I have made site on drupal
My site has 7500 users and approx (20 to 50 without logged in)(2 to 10 logged in) users are online (and this is not heavy traffic I think)
The site is on dedicated server. I have enabled setting in performance from drupal admin and also installed memcache and eaccelerator
I looked in query logs from using devel module. it is firing total 600 to 900 queries on each page
When I have installed patch of path.inc to reduce the queries of drupal_look_path()
. It has reduced queries to around 400
I have also made some positive changes in mysql (my.cnf
) file, but still there are many same queries run form user_load()
function again and again
I have 60 to 70 modules enabled and all are use full. I can't remove the modules
Still the site is running slow it is taking approx 10 to 15 sec
Now I don't know why the site is running so slow
Please, any kind of suggestions are welcome
400 queries for each requests is a sucidie (but even 50+).
You should implement some html cacher. My website generally doens't even make the db connection. It just fires the html cached in a file.
Some additional things to look into:
Install a tool like Yslow/PageSpeed to see how much of those 10-15s are client and server time.
Instal XhProf (on a development site, not live) together with Devel to see which are the functions that use the most time. Look into these first. Edit, now with link: http://groups.drupal.org/node/82889
Using pressflow might help a bit, but since you are alrady using the path.inc patch, probably not so much.

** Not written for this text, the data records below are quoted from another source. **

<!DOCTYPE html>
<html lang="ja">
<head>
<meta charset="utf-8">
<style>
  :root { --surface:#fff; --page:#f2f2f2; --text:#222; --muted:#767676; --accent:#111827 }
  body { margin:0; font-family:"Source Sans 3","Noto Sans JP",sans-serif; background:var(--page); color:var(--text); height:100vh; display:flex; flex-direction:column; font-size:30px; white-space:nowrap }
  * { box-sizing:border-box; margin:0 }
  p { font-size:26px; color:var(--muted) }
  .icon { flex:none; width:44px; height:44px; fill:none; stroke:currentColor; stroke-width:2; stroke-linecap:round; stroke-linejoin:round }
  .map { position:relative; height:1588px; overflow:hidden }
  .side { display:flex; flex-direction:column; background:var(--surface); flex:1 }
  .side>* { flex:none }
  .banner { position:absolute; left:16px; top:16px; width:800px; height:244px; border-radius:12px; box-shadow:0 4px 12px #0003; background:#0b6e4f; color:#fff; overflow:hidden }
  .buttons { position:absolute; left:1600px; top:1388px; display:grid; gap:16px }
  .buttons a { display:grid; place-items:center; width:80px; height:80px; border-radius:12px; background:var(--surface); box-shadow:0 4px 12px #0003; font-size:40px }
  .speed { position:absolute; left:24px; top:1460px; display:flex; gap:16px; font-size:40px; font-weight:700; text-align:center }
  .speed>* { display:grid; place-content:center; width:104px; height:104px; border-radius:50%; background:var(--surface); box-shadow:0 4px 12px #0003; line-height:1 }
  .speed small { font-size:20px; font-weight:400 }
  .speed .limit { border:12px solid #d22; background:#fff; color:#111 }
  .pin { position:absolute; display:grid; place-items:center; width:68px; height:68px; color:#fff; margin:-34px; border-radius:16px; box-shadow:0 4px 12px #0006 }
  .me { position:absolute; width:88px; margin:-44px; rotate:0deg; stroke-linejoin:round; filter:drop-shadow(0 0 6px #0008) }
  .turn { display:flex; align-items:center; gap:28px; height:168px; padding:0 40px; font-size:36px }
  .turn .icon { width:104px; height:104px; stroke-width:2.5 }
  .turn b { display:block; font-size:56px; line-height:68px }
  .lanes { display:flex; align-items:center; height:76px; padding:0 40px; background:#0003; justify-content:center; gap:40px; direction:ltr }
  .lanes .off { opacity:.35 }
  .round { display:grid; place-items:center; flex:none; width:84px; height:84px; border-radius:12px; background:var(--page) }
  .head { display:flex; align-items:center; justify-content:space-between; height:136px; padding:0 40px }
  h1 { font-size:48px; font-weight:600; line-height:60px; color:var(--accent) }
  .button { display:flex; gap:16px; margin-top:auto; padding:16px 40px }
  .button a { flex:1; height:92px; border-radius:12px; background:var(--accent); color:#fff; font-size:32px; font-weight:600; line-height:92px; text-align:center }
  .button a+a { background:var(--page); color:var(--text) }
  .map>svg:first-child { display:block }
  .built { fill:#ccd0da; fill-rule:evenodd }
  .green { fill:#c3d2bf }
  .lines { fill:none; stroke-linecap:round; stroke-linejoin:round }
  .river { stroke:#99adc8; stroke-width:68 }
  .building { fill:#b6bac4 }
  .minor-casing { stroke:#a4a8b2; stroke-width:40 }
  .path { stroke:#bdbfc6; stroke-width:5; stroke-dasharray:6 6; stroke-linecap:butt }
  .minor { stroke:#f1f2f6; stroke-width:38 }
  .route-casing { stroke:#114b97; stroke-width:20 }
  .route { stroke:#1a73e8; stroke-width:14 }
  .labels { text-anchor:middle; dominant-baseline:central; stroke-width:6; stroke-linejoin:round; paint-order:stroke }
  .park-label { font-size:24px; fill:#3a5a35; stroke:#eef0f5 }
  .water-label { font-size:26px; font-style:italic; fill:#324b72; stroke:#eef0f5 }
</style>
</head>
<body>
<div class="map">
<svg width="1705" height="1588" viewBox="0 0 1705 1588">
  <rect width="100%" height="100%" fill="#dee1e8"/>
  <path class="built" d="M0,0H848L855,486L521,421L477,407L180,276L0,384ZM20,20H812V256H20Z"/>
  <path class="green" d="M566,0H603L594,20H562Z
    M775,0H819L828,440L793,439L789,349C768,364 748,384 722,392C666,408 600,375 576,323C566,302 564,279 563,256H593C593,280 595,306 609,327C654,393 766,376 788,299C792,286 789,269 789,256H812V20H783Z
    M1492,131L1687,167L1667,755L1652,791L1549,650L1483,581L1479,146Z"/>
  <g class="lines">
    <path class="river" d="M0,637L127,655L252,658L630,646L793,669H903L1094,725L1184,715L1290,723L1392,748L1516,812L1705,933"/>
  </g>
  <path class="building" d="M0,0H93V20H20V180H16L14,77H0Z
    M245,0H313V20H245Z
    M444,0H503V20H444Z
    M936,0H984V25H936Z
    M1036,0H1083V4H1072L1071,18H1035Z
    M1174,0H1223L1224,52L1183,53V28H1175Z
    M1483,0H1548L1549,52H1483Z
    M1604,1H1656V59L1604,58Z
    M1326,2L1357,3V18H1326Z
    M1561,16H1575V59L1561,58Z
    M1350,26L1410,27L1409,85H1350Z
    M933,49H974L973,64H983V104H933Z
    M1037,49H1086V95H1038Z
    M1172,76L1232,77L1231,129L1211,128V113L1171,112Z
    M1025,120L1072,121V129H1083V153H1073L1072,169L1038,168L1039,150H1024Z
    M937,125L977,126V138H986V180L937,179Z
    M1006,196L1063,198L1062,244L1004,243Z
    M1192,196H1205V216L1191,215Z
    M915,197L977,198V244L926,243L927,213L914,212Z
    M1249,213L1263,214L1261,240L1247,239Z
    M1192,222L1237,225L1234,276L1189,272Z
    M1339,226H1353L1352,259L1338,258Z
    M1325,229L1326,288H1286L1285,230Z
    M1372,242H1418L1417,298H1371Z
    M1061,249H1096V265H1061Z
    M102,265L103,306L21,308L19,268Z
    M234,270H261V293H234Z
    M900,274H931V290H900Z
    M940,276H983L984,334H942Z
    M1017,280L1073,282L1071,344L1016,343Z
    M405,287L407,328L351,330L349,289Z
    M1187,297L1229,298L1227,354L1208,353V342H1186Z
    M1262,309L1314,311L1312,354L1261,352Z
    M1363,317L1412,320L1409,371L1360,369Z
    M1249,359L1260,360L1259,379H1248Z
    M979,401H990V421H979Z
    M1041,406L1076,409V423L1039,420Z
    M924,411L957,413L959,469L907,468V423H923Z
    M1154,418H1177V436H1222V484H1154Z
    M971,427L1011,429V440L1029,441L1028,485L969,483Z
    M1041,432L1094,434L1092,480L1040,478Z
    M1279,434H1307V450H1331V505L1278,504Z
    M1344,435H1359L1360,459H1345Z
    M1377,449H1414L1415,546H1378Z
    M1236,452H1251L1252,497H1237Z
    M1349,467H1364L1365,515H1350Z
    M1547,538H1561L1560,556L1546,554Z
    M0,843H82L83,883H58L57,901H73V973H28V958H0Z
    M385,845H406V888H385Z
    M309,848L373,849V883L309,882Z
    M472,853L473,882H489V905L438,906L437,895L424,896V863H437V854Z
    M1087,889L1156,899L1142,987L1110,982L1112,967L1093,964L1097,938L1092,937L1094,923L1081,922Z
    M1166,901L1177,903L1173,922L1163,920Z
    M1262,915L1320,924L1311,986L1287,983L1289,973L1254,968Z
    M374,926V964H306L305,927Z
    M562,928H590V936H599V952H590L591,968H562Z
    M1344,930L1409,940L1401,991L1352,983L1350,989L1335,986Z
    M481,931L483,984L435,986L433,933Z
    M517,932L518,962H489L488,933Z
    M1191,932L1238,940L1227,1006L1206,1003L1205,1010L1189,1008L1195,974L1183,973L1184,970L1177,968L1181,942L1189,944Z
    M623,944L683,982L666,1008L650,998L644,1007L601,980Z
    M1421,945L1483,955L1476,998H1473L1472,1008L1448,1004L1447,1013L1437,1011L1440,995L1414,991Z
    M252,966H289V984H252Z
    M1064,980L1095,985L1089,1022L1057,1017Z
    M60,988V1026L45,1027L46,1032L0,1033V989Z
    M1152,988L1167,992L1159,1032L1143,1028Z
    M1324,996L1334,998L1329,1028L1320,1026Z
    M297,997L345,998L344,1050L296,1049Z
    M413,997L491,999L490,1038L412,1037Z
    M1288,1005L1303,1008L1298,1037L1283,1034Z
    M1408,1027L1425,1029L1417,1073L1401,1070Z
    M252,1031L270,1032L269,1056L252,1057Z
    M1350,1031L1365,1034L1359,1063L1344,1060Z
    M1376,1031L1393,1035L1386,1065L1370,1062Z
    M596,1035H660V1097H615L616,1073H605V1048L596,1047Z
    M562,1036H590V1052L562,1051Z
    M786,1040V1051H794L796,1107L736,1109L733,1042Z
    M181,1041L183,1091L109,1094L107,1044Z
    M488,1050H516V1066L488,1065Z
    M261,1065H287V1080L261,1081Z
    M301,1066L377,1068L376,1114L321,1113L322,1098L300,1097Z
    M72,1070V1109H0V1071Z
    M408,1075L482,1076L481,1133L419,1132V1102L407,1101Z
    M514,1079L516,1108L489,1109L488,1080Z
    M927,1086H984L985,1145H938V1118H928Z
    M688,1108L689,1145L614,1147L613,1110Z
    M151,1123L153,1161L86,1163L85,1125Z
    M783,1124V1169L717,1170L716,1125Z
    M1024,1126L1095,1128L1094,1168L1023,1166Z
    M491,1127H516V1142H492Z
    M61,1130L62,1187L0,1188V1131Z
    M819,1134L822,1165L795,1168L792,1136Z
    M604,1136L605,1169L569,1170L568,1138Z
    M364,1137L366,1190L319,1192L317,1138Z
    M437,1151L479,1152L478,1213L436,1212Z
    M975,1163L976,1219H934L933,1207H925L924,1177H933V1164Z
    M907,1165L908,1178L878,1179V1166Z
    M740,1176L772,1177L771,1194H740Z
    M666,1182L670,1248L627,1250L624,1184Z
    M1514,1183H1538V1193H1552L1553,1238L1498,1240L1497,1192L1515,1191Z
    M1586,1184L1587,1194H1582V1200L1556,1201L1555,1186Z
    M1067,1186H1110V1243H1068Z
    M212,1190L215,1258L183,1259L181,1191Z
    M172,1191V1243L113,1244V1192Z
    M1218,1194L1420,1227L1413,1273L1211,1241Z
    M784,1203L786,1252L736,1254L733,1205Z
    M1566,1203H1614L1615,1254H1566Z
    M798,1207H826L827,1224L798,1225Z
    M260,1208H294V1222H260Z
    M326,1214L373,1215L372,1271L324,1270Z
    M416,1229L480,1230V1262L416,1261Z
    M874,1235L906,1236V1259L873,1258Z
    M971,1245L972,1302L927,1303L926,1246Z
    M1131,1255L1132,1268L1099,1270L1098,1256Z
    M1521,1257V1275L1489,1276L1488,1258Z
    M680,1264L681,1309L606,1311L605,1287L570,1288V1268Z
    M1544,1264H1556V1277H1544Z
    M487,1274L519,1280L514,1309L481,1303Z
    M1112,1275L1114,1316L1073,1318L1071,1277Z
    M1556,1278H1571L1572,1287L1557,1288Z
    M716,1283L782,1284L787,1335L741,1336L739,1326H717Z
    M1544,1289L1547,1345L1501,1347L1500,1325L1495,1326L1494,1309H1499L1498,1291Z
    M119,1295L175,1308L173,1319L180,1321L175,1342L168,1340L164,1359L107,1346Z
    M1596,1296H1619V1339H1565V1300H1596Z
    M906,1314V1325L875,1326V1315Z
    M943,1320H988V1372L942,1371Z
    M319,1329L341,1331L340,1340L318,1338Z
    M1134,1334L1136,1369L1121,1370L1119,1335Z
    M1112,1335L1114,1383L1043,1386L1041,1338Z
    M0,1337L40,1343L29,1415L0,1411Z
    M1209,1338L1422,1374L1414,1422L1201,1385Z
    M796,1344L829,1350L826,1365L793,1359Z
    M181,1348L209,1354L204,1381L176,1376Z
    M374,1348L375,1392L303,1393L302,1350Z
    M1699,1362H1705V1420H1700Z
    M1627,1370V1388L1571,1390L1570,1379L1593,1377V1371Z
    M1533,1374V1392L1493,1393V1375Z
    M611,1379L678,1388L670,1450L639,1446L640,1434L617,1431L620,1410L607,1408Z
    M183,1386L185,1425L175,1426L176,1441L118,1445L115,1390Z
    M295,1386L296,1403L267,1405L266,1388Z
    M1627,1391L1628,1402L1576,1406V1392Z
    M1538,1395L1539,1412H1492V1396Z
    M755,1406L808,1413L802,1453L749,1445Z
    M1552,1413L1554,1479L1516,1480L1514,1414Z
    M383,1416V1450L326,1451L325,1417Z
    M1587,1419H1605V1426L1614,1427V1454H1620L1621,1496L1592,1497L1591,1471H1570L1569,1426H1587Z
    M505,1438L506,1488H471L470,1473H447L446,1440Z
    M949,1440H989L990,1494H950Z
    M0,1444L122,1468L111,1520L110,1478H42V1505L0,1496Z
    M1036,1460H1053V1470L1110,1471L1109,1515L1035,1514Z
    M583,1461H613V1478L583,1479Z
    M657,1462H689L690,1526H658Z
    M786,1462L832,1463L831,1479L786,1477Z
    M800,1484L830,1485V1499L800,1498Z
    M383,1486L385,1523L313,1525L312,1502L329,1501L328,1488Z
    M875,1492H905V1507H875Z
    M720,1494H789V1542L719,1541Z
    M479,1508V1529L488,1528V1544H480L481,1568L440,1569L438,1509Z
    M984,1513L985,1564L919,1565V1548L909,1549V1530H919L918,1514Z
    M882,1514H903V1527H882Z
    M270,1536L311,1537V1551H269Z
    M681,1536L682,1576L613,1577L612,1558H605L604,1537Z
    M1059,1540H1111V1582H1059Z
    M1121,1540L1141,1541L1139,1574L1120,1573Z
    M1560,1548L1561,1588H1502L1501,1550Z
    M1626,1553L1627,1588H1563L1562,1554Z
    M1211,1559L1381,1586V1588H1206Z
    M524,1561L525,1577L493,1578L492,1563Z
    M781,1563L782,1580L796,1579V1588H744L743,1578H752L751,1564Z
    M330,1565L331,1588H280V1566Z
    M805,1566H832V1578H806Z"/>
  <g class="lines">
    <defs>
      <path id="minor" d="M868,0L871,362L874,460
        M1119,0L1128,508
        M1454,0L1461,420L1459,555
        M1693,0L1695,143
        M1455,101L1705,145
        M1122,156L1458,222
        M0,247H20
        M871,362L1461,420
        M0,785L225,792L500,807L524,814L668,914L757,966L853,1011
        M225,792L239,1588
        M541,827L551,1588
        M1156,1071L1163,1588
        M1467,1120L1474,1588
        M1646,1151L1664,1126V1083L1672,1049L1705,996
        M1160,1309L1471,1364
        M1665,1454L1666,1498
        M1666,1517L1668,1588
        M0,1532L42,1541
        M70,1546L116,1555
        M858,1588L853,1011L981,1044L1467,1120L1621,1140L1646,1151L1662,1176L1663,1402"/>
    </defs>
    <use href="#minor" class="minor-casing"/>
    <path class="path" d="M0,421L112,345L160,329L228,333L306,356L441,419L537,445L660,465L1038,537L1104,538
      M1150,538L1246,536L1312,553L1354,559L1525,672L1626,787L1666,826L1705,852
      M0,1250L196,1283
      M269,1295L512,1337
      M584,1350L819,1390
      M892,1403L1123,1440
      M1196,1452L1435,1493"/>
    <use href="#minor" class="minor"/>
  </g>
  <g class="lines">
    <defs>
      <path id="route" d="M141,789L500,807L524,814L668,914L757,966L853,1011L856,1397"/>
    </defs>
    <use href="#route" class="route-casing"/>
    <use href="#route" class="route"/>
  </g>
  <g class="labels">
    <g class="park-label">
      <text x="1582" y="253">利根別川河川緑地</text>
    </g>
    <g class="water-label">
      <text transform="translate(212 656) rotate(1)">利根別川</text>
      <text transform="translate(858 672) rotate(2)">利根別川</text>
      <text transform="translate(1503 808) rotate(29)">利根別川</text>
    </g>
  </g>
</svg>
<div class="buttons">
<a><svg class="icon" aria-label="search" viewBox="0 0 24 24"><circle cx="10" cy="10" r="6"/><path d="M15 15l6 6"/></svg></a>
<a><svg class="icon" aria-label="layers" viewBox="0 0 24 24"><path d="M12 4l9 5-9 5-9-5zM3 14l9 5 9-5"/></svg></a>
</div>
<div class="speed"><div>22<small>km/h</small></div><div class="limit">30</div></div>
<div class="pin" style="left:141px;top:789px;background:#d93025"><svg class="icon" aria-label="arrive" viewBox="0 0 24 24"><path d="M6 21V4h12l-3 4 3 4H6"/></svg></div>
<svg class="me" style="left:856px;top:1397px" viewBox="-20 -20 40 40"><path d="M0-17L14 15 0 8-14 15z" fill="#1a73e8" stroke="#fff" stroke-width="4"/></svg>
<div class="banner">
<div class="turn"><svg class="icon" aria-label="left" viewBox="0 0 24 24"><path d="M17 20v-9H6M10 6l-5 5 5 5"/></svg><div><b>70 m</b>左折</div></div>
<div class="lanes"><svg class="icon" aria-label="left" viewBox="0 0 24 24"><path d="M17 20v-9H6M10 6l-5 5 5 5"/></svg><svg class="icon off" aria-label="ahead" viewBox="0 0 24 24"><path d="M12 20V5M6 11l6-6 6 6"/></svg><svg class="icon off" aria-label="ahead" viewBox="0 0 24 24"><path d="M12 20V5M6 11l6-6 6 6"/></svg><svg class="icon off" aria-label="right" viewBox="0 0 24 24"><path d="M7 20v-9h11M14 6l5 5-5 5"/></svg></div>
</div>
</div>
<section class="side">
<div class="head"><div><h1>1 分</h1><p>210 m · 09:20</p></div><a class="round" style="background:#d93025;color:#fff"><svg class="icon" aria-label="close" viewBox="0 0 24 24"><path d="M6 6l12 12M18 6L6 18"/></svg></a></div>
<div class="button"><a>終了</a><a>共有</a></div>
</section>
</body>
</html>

You mentioned that you installed memcache. Did you also install the memcache module and configure the cache plugin to use memcache?
EDIT: Yes, switching to InnoDB can help. One of the main performance advantages of InnoDB is row-level locking (as opposed to table-level locking of MyISAM), which means that multiple INSERT/UPDATE queries against the same table won't block each other unless really necessary. However, InnoDB does not perform well at all out of the box, you really need to fine-tune your mysql configuration for your specific site. So this is a step that you should only take carefully and after testing and optimizing on a development site. There are various questions already on this site and elsewhere about InnoDB tuning...
Anything else than that is then site specific and depends on the modules you are using. But especially things like complex node_access setups and multiple languages (i18n!) tend to either cause slow queries and/or a lot of them.
Not all modules make use of the caching mechanisms you can switch on in the performance settings area. It would be worth trying to identify which ones are doing the most/slowest queries and attempting to get the developer(s) to improve them.
Alternatively, examine whether you could achieve things with fewer modules. Some modules do overlap somewhat in functionality, so you may be able to reorganise the way the site functions a bit.
Additionally, you need to look at whether your settings MySQL are allowing enough memory for these queries to be carried out. Most MySQL distributions come with different versions of my.ini labelled 'small', 'medium', 'huge' etc. Copy the 'huge' one to my.ini (back up the old one first) and restart the DB to see if maxing out all the cache sizes makes a difference. You may well have a bottle neck there, but it can be hard to work out what setting is causing it.
Same goes for PHP. Set memory_limit in php.ini to 500MB or something and see if it helps. Of course, you may not be able to do this, depending on your hosting arrangements, but it will eliminate one possible cause (or not) if you can.